# WORK TASK
The pictures get dropped, while every remaining part of the listing is copied exactly.

# MATERIAL FOR THIS TASK

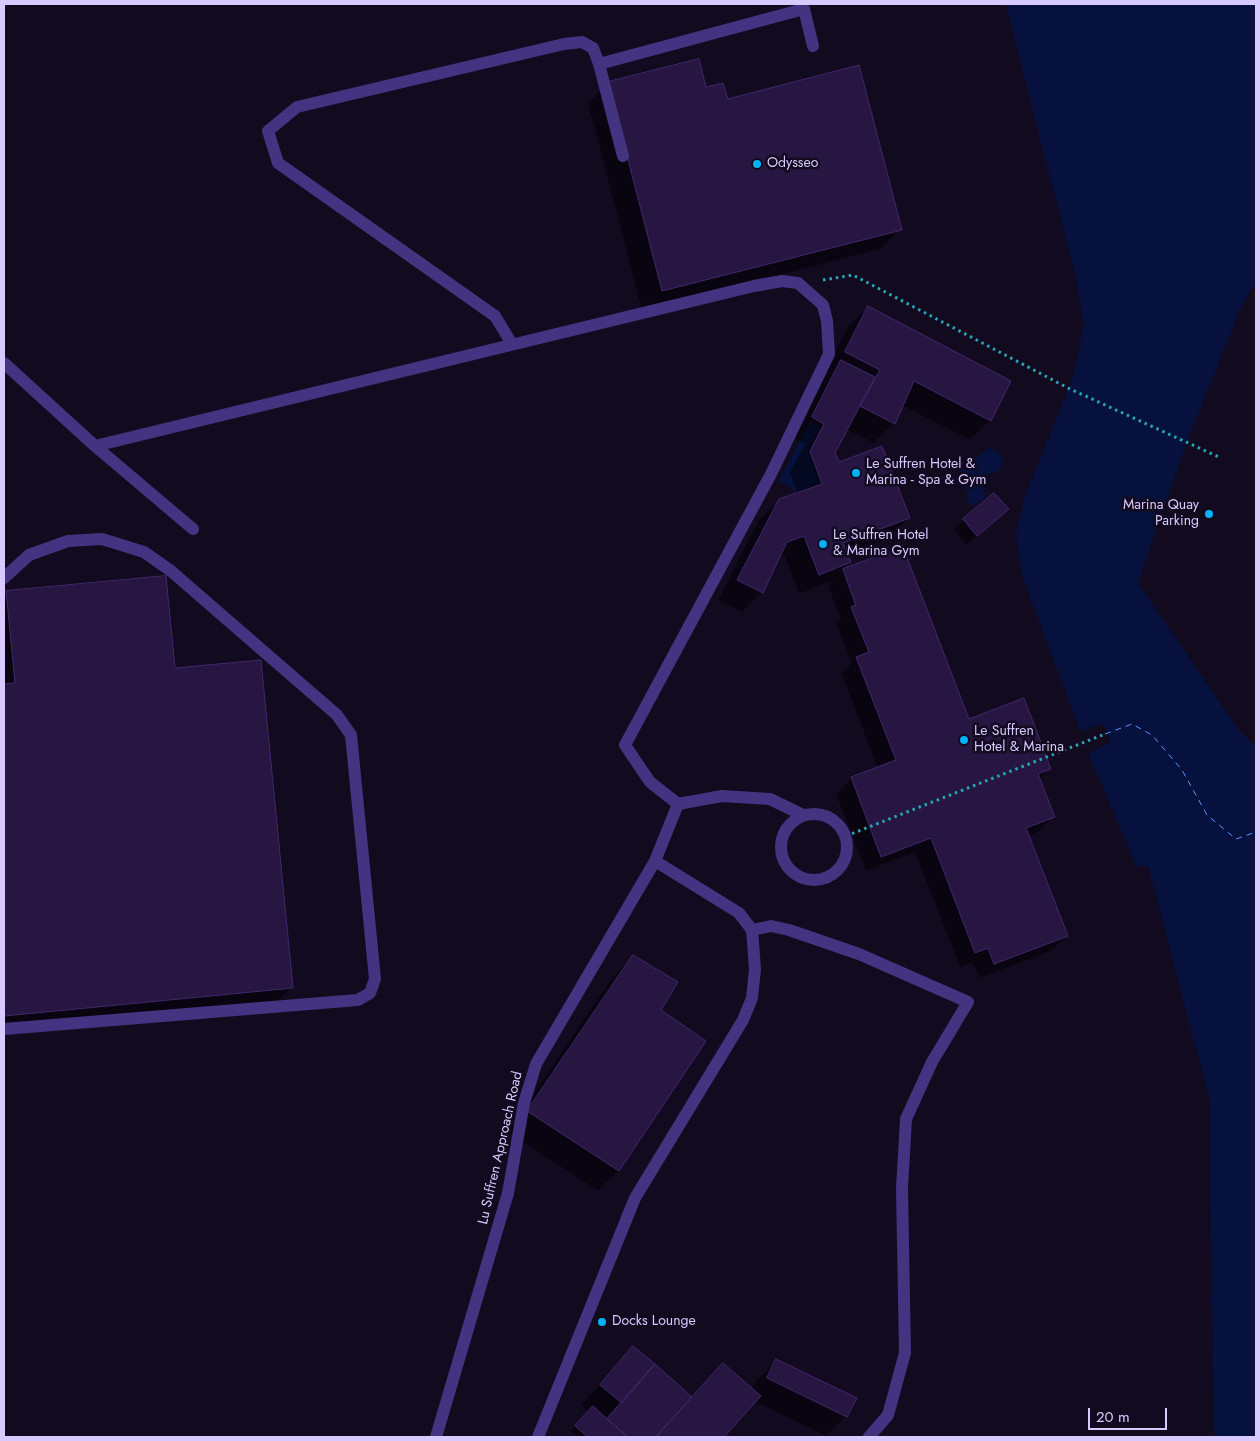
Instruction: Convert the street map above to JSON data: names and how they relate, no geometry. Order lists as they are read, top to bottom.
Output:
{
  "streets": {
    "street": ["Lu Suffren Approach Road"]
  },
  "places": [
    "Odysseo",
    "Le Suffren Hotel & Marina - Spa & Gym",
    "Marina Quay Parking",
    "Le Suffren Hotel & Marina Gym",
    "Le Suffren Hotel & Marina",
    "Docks Lounge"
  ],
  "scale_bar": "20 m"
}
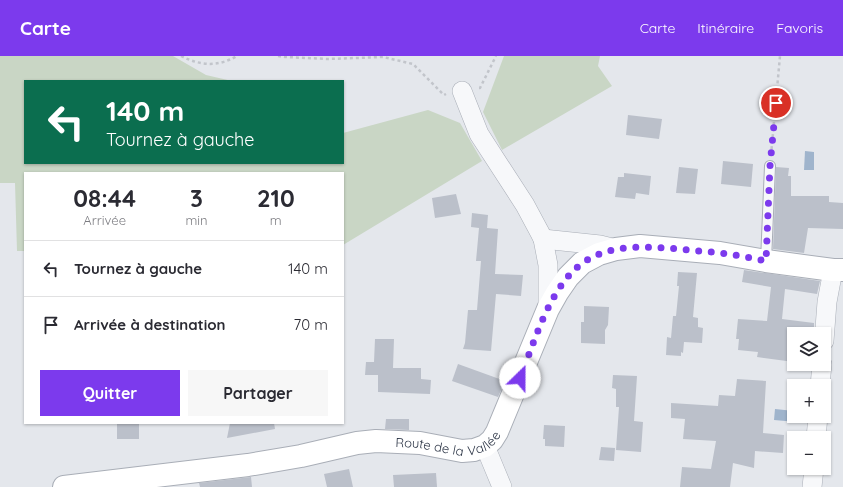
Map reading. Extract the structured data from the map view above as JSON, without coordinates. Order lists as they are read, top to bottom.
{
  "streets": {
    "street": ["Route de la Vallée"]
  },
  "page": {
    "header": "Carte",
    "nav": ["Carte", "Itinéraire", "Favoris"],
    "turn": ["140 m", "Tournez à gauche"],
    "eta": [
      "08:44",
      "Arrivée",
      "3",
      "min",
      "210",
      "m"
    ],
    "list": [
      {
        "name": "Tournez à gauche",
        "value": "140 m"
      },
      {
        "name": "Arrivée à destination",
        "value": "70 m"
      }
    ],
    "map_buttons": ["+", "−"],
    "buttons": ["Quitter", "Partager"]
  }
}
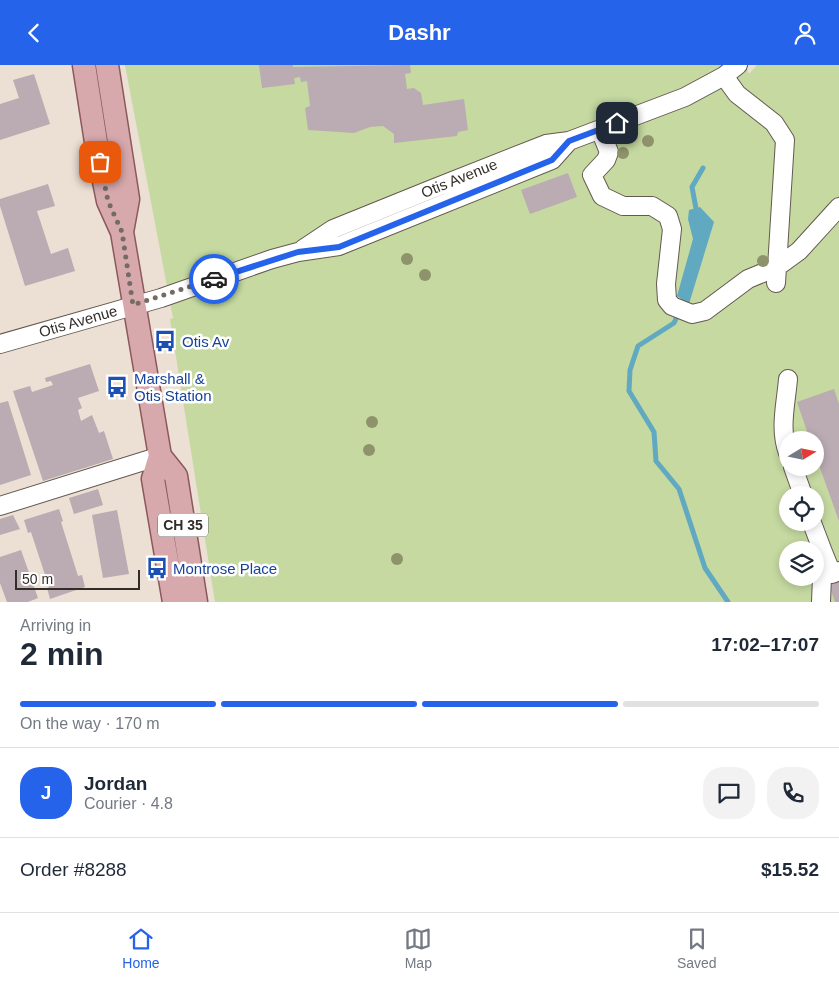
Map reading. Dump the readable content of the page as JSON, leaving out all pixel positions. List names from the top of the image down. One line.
{"streets":{"main road":["CH 35"],"street":["Otis Avenue"]},"crossings":[["Otis Avenue","CH 35"]],"places":{"bus stop":["Otis Av","Marshall & Otis Station","Montrose Place"]},"scale_bar":"50 m","north":"right","page":{"header":"Dashr","scale":"50 m","heading":["2 min","Arriving in","17:02–17:07"],"panel":["Jordan","Courier · 4.8","Order #8288","$15.52"],"bar":"On the way · 170 m","round":"J","tabs":["Home","Map","Saved"]}}
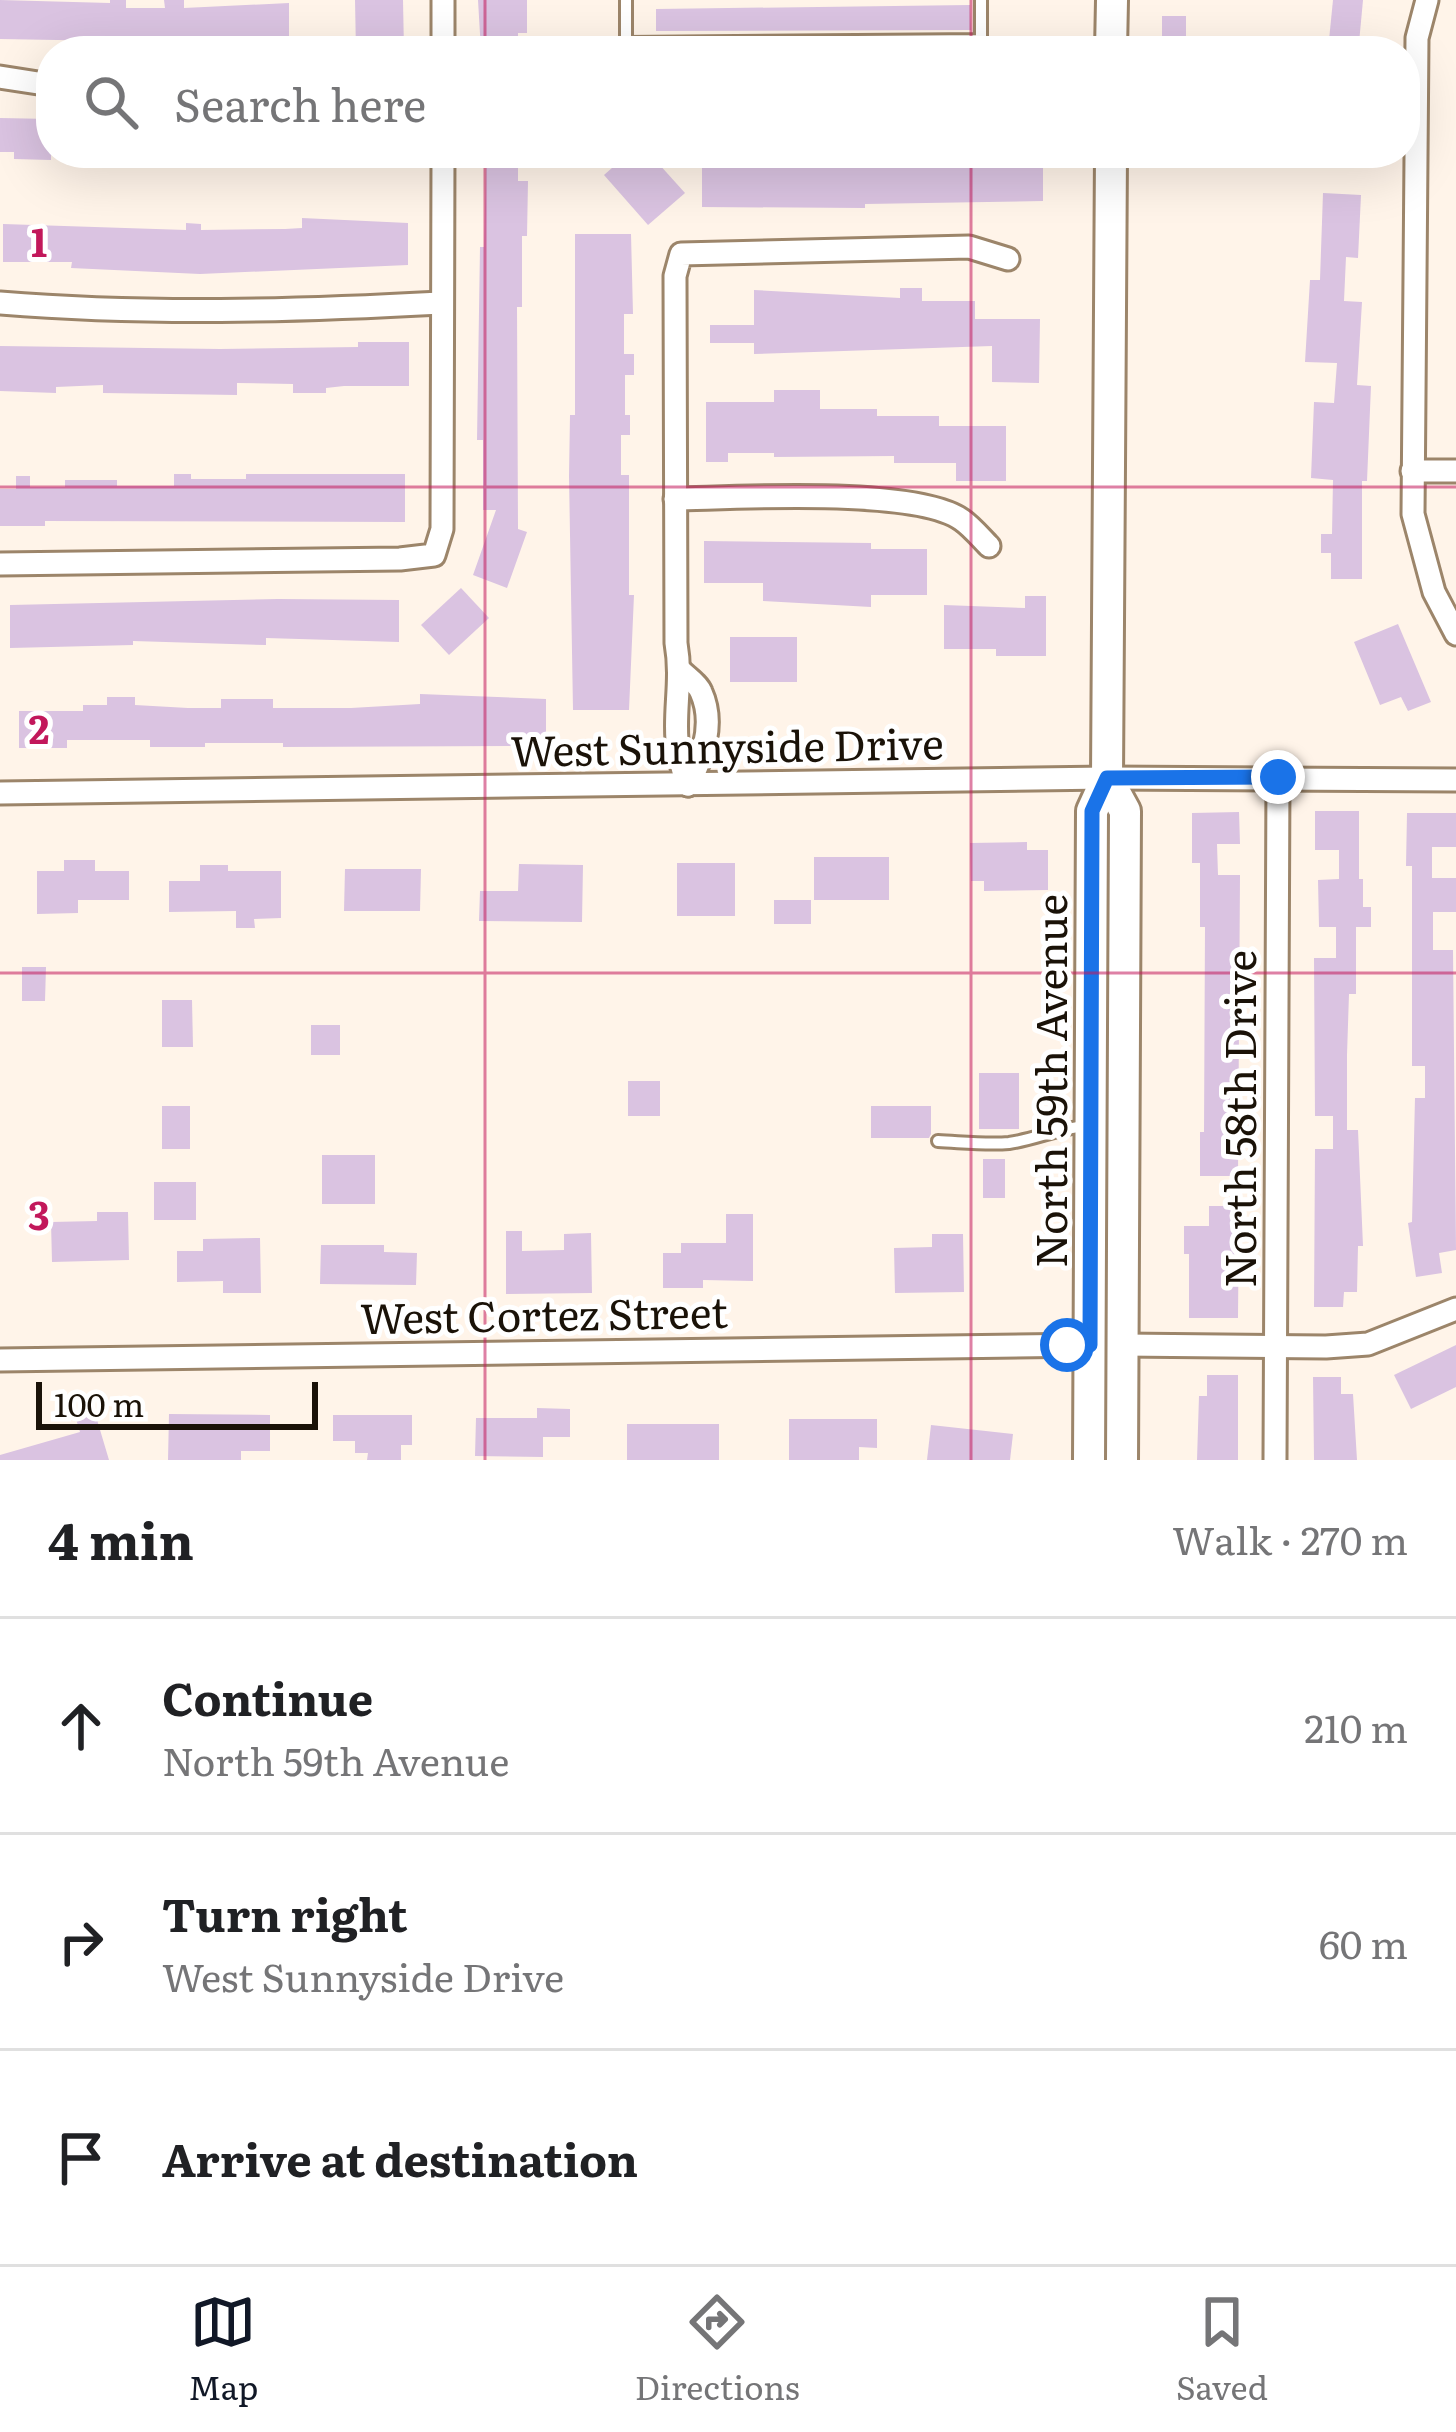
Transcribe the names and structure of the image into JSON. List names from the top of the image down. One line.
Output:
{"streets":{"main road":["North 59th Avenue"],"street":["West Sunnyside Drive","North 58th Drive","West Cortez Street"]},"crossings":[["West Sunnyside Drive","North 59th Avenue"],["West Sunnyside Drive","North 58th Drive"],["North 59th Avenue","West Cortez Street"]],"scale_bar":"100 m","page":{"search":"Search here","scale":"100 m","heading":["4 min","Walk · 270 m"],"list":[["Continue","North 59th Avenue","210 m"],["Turn right","West Sunnyside Drive","60 m"],"Arrive at destination"],"nav":["Map","Directions","Saved"]},"grid":{"rows":["1","2","3"]}}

# SOLUTION TO THIS TASK
Instruction: Convert the street map above to JSON data: names and how they relate, no geometry. Order lists as they are read, top to bottom.
Output:
{
  "streets": {
    "street": ["Lu Suffren Approach Road"]
  },
  "places": [
    "Odysseo",
    "Le Suffren Hotel & Marina - Spa & Gym",
    "Marina Quay Parking",
    "Le Suffren Hotel & Marina Gym",
    "Le Suffren Hotel & Marina",
    "Docks Lounge"
  ],
  "scale_bar": "20 m"
}
Map reading. Extract the structured data from the map view above as JSON, without coordinates. Order lists as they are read, top to bottom.
{
  "streets": {
    "street": ["Route de la Vallée"]
  },
  "page": {
    "header": "Carte",
    "nav": ["Carte", "Itinéraire", "Favoris"],
    "turn": ["140 m", "Tournez à gauche"],
    "eta": [
      "08:44",
      "Arrivée",
      "3",
      "min",
      "210",
      "m"
    ],
    "list": [
      {
        "name": "Tournez à gauche",
        "value": "140 m"
      },
      {
        "name": "Arrivée à destination",
        "value": "70 m"
      }
    ],
    "map_buttons": ["+", "−"],
    "buttons": ["Quitter", "Partager"]
  }
}
Map reading. Dump the readable content of the page as JSON, leaving out all pixel positions. List names from the top of the image down. One line.
{"streets":{"main road":["CH 35"],"street":["Otis Avenue"]},"crossings":[["Otis Avenue","CH 35"]],"places":{"bus stop":["Otis Av","Marshall & Otis Station","Montrose Place"]},"scale_bar":"50 m","north":"right","page":{"header":"Dashr","scale":"50 m","heading":["2 min","Arriving in","17:02–17:07"],"panel":["Jordan","Courier · 4.8","Order #8288","$15.52"],"bar":"On the way · 170 m","round":"J","tabs":["Home","Map","Saved"]}}
Transcribe the names and structure of the image into JSON. List names from the top of the image down. One line.
Output:
{"streets":{"main road":["North 59th Avenue"],"street":["West Sunnyside Drive","North 58th Drive","West Cortez Street"]},"crossings":[["West Sunnyside Drive","North 59th Avenue"],["West Sunnyside Drive","North 58th Drive"],["North 59th Avenue","West Cortez Street"]],"scale_bar":"100 m","page":{"search":"Search here","scale":"100 m","heading":["4 min","Walk · 270 m"],"list":[["Continue","North 59th Avenue","210 m"],["Turn right","West Sunnyside Drive","60 m"],"Arrive at destination"],"nav":["Map","Directions","Saved"]},"grid":{"rows":["1","2","3"]}}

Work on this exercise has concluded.